* [Action item] All lines below containing the string "column" are to be copied.
○ ○ ○
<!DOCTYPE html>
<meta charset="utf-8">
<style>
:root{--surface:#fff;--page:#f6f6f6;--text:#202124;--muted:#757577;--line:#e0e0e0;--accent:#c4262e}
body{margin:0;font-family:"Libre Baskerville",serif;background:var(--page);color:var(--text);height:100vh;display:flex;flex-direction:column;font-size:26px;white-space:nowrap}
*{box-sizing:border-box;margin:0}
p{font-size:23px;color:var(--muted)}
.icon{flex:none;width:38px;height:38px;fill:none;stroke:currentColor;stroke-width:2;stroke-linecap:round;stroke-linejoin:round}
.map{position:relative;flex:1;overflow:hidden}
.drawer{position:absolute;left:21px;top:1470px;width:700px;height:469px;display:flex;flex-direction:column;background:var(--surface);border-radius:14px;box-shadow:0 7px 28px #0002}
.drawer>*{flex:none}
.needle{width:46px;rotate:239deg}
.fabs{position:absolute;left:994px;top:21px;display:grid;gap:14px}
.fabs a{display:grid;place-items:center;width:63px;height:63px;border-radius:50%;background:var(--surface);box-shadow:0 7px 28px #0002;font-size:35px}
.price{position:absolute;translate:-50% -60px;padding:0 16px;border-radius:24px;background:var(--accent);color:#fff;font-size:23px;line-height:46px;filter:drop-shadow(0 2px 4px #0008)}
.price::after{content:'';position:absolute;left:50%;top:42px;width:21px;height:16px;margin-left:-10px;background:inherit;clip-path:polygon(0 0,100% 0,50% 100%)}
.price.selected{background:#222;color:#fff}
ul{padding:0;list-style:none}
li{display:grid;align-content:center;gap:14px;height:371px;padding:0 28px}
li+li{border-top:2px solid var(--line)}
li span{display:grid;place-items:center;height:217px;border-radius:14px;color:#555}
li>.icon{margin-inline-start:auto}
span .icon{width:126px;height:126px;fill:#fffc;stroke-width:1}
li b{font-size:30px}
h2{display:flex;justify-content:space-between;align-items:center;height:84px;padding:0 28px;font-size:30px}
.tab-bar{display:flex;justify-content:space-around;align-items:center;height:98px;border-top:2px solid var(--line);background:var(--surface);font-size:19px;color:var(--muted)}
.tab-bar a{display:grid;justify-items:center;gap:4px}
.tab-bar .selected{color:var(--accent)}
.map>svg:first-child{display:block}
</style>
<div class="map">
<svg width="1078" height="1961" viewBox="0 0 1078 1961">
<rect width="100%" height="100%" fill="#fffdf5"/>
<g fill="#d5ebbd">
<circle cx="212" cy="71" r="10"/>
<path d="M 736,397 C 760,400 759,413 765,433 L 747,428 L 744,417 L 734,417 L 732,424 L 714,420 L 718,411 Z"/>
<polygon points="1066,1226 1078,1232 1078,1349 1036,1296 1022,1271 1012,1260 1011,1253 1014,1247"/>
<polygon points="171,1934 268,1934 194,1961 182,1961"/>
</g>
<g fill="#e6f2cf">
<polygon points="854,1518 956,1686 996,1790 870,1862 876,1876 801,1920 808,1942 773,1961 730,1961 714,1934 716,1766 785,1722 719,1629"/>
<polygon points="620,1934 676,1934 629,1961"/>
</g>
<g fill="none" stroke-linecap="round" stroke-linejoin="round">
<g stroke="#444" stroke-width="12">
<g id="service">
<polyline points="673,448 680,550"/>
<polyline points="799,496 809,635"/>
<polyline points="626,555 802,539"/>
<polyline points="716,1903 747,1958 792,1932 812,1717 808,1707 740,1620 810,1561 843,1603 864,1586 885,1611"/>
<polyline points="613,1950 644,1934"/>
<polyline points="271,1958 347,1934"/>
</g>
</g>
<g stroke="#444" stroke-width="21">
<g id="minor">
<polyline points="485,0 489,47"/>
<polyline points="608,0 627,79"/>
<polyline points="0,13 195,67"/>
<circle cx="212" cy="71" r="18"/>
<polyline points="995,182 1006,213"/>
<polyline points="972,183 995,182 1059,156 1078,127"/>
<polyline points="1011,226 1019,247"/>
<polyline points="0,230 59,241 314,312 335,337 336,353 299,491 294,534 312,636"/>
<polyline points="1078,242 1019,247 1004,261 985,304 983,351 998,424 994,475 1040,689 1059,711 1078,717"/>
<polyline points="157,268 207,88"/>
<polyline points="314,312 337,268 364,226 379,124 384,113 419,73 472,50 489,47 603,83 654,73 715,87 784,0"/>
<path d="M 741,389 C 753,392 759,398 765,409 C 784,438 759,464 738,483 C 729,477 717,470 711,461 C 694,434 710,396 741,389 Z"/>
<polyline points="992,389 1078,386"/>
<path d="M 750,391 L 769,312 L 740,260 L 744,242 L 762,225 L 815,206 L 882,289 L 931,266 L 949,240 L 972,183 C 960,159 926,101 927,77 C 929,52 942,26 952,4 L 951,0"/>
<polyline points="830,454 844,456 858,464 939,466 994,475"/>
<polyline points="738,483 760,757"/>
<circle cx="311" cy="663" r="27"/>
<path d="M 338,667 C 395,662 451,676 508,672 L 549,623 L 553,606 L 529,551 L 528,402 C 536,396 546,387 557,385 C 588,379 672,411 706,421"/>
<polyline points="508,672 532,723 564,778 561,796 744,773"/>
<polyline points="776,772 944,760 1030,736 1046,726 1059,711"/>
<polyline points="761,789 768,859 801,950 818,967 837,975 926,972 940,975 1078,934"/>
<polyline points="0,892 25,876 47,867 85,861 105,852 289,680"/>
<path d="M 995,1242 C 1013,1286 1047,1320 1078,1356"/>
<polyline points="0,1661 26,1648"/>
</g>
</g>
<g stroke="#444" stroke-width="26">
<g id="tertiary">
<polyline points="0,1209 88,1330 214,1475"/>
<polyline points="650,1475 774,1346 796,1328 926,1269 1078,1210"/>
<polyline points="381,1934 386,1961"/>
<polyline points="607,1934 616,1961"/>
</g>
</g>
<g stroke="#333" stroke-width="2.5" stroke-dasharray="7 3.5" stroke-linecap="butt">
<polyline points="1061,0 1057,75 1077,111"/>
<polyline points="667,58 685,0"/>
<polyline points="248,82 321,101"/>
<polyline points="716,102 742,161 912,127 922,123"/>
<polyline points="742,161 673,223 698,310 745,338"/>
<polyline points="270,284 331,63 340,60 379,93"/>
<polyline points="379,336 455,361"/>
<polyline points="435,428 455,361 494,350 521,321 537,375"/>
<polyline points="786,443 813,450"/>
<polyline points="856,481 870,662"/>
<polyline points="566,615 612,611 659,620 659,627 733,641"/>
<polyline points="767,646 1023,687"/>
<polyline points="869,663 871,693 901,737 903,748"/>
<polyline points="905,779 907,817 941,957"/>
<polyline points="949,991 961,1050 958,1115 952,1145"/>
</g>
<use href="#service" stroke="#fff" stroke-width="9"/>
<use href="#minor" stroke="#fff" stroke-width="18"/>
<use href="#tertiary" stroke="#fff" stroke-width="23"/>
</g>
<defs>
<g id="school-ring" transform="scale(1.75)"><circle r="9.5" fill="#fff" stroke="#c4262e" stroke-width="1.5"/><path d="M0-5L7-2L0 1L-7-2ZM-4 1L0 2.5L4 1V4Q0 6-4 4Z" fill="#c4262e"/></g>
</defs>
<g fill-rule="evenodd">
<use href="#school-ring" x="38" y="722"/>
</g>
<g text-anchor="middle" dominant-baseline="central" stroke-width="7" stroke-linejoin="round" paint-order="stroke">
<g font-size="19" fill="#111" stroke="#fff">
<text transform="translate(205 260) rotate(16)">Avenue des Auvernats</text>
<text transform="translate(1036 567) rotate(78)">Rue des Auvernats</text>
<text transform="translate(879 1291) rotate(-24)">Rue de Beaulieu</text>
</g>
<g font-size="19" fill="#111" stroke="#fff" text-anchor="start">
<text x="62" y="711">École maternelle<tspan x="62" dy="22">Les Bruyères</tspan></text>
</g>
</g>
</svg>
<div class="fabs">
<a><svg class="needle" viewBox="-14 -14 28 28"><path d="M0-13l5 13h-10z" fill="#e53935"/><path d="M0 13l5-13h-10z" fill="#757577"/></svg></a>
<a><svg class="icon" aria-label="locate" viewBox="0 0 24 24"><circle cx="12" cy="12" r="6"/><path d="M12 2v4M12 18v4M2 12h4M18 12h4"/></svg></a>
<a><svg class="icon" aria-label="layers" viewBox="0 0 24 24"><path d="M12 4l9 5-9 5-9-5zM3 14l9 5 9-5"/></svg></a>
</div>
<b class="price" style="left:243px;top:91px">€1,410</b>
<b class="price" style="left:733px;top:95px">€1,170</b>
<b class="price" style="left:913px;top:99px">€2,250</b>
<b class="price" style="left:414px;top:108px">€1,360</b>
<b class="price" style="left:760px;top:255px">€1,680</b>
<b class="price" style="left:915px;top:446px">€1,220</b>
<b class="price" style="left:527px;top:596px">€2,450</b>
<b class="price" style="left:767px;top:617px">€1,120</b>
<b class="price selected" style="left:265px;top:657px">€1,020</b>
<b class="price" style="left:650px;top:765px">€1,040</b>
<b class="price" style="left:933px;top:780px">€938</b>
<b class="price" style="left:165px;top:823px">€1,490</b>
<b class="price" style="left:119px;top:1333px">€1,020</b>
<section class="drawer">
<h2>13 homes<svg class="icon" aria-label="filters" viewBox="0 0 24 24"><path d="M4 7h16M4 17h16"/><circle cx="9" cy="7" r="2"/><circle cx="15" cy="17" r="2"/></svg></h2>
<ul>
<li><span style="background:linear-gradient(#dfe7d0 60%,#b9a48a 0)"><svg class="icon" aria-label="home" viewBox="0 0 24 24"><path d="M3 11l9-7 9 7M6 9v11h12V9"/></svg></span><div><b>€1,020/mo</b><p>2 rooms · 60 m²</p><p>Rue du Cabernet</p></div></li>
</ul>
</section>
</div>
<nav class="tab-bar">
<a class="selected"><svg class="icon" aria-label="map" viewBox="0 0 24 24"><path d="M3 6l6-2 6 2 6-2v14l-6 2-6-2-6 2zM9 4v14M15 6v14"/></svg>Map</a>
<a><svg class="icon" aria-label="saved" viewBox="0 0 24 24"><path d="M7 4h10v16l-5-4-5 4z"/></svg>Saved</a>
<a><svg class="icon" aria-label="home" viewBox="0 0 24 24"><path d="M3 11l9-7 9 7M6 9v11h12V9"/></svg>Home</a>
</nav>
○ ○ ○
* [Answer section]
body{margin:0;font-family:"Libre Baskerville",serif;background:var(--page);color:var(--text);height:100vh;display:flex;flex-direction:column;font-size:26px;white-space:nowrap}
.drawer{position:absolute;left:21px;top:1470px;width:700px;height:469px;display:flex;flex-direction:column;background:var(--surface);border-radius:14px;box-shadow:0 7px 28px #0002}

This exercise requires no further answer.